Saved entries
____

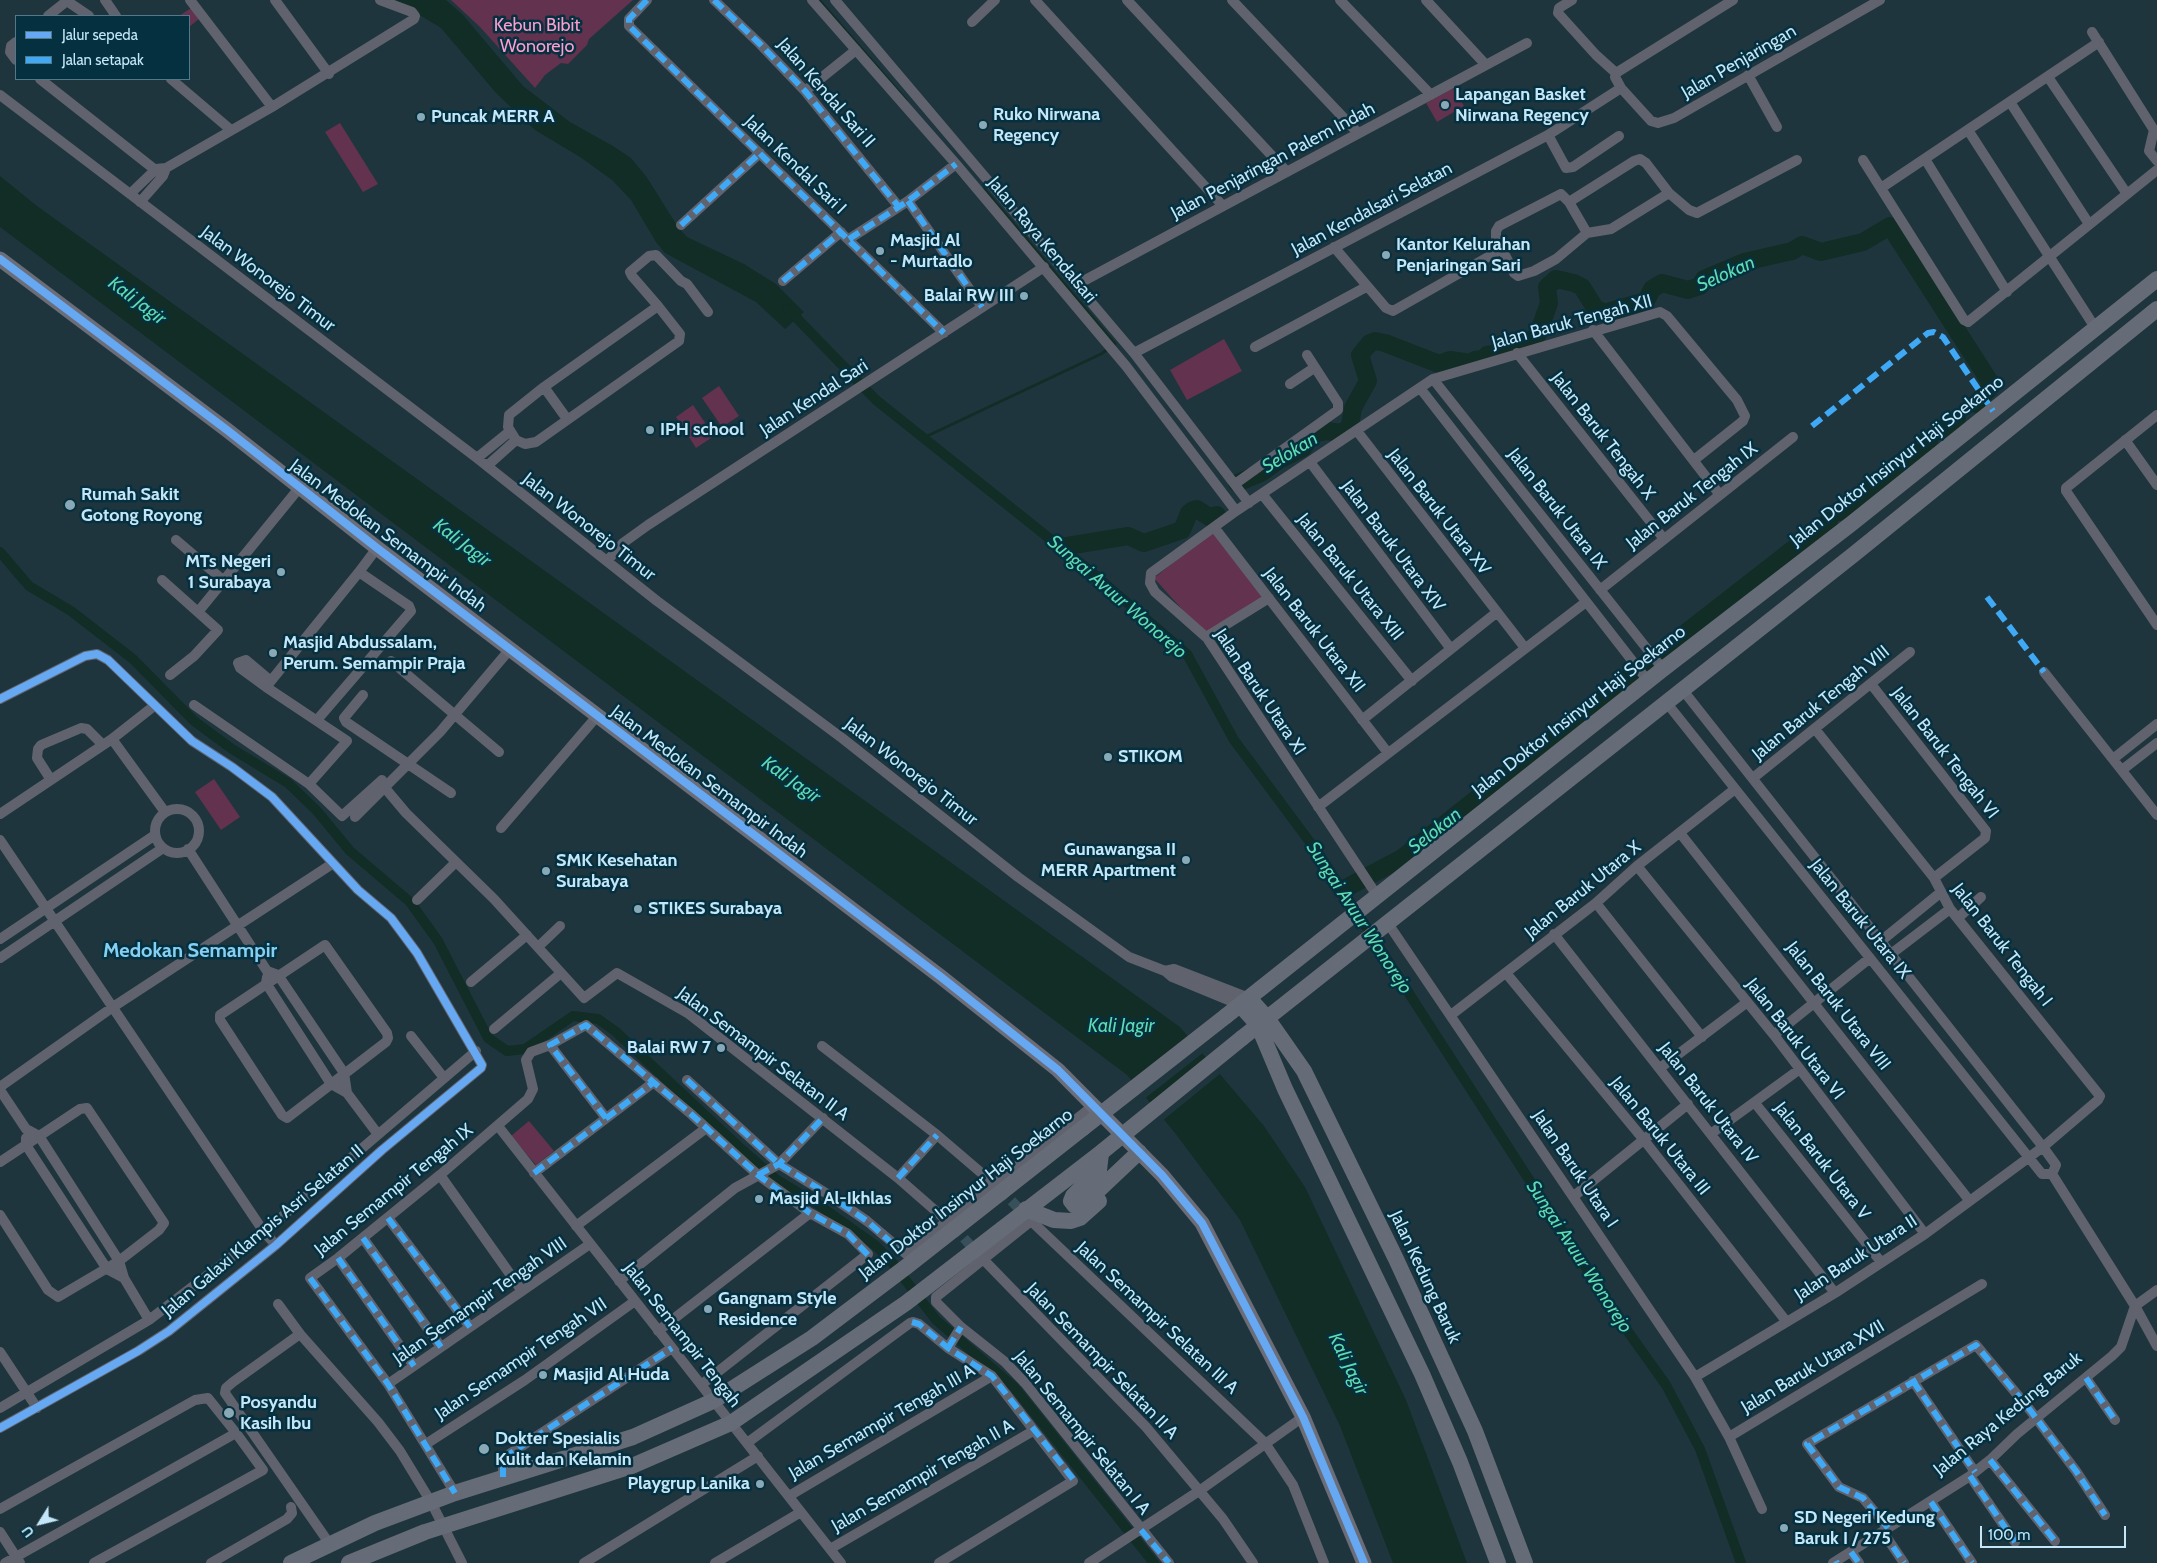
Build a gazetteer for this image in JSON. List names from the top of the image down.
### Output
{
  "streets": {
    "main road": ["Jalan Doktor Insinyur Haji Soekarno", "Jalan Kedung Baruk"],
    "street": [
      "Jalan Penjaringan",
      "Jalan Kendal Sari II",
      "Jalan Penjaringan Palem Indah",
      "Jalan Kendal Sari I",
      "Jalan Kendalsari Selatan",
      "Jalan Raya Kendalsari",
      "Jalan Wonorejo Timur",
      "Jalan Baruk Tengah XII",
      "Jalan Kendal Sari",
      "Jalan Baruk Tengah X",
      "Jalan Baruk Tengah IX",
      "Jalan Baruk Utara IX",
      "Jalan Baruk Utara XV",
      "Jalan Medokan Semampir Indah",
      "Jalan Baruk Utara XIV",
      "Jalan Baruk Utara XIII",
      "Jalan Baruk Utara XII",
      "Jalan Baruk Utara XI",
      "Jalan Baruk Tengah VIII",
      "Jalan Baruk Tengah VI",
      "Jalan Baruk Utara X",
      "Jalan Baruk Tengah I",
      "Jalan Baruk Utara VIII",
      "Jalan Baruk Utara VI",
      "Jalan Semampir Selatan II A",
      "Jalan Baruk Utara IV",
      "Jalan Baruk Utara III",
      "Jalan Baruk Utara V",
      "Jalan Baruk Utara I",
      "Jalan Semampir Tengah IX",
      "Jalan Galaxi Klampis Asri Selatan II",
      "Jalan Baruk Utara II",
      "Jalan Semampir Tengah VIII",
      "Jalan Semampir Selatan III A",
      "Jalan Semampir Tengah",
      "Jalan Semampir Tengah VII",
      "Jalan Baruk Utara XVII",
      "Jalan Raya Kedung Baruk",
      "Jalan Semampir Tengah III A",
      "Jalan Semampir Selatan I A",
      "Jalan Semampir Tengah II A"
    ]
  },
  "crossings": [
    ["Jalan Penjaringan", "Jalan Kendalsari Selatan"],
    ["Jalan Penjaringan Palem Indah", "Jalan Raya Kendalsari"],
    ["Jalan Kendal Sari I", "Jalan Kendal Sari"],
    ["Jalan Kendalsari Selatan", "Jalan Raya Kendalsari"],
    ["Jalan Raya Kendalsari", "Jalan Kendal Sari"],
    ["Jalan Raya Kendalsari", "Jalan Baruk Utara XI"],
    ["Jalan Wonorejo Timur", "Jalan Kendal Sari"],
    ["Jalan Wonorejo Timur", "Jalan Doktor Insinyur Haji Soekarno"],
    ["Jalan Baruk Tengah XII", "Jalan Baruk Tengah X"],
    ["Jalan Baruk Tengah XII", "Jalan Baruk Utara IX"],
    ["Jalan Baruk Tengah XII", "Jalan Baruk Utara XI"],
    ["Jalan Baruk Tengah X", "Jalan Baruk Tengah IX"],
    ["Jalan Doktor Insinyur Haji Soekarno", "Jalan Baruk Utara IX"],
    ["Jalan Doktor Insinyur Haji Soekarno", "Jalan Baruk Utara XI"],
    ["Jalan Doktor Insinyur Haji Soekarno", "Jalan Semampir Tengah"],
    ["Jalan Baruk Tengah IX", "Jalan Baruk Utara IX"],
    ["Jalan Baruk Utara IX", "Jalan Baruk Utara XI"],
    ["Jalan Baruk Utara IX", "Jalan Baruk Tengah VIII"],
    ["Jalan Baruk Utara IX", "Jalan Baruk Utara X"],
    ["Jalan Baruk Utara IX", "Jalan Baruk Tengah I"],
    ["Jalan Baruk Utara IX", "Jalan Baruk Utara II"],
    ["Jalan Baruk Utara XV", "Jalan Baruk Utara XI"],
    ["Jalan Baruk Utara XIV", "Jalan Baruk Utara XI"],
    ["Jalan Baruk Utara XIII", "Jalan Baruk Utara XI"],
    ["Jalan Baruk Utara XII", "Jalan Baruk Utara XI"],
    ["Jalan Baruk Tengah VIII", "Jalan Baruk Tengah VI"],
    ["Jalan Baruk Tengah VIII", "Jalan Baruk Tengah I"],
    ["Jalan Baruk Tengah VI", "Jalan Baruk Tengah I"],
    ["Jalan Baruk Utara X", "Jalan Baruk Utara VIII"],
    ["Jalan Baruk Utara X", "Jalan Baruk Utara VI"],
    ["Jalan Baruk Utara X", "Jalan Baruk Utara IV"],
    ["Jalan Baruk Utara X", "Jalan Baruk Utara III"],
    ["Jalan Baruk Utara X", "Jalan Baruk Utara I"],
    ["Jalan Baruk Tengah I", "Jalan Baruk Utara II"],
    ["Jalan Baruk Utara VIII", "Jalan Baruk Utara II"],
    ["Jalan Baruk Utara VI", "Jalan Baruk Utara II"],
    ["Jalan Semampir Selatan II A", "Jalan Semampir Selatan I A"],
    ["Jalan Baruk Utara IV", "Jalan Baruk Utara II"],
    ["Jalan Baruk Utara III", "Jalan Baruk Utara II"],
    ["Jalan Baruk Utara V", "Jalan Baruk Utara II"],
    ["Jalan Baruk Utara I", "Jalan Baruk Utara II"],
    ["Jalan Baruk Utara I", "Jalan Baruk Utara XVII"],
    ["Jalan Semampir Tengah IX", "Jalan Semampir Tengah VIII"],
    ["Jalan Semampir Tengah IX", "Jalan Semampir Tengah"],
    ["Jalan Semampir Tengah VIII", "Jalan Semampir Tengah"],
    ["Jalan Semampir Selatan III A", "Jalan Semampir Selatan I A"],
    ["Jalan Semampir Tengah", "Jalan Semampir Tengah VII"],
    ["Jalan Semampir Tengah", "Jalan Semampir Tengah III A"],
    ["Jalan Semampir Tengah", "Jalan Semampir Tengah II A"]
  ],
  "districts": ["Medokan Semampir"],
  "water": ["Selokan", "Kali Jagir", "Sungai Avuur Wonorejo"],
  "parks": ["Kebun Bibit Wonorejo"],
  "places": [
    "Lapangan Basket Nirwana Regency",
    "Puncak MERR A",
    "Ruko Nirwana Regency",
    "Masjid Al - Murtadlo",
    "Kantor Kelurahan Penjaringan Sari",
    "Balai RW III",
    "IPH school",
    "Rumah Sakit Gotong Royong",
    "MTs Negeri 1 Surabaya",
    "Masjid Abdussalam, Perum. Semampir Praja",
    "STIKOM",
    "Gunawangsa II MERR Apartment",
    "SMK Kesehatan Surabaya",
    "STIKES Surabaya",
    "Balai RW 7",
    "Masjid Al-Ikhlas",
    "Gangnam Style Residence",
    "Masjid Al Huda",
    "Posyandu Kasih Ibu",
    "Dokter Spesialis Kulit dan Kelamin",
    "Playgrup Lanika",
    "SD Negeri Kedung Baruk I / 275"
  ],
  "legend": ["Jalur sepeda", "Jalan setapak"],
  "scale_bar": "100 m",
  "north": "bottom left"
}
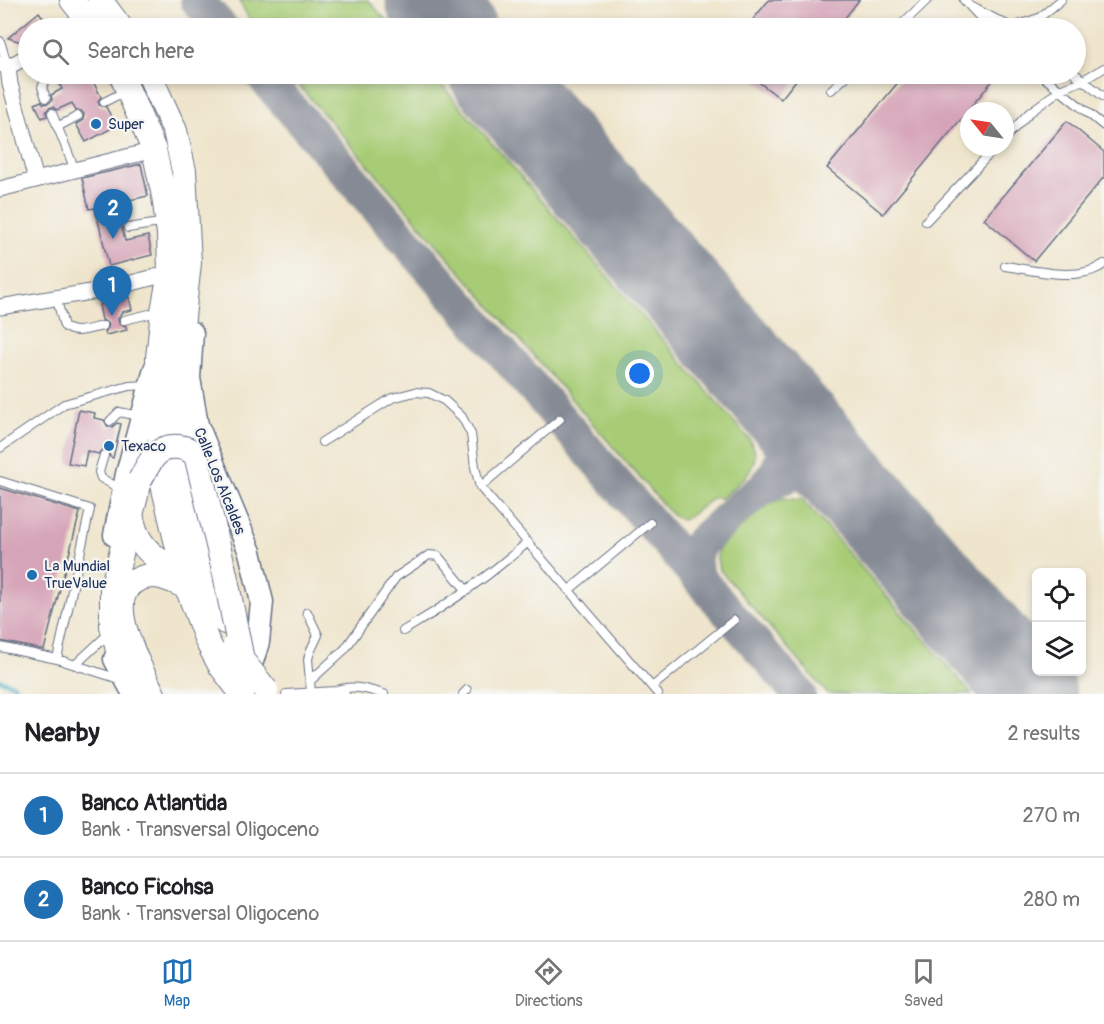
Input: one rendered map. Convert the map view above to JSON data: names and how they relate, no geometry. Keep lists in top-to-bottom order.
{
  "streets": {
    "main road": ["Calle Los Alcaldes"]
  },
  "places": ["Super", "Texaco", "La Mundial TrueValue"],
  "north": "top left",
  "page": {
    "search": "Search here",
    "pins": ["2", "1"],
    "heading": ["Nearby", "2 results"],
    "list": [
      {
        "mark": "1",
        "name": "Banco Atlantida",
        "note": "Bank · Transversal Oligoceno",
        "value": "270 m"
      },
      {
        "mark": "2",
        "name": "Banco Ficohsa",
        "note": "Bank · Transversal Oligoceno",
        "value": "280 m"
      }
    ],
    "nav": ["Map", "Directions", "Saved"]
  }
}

____

_Work request_
Retrieve every line above holding the word "Masjid".

_Response_
    "Masjid Al - Murtadlo",
    "Masjid Abdussalam, Perum. Semampir Praja",
    "Masjid Al-Ikhlas",
    "Masjid Al Huda",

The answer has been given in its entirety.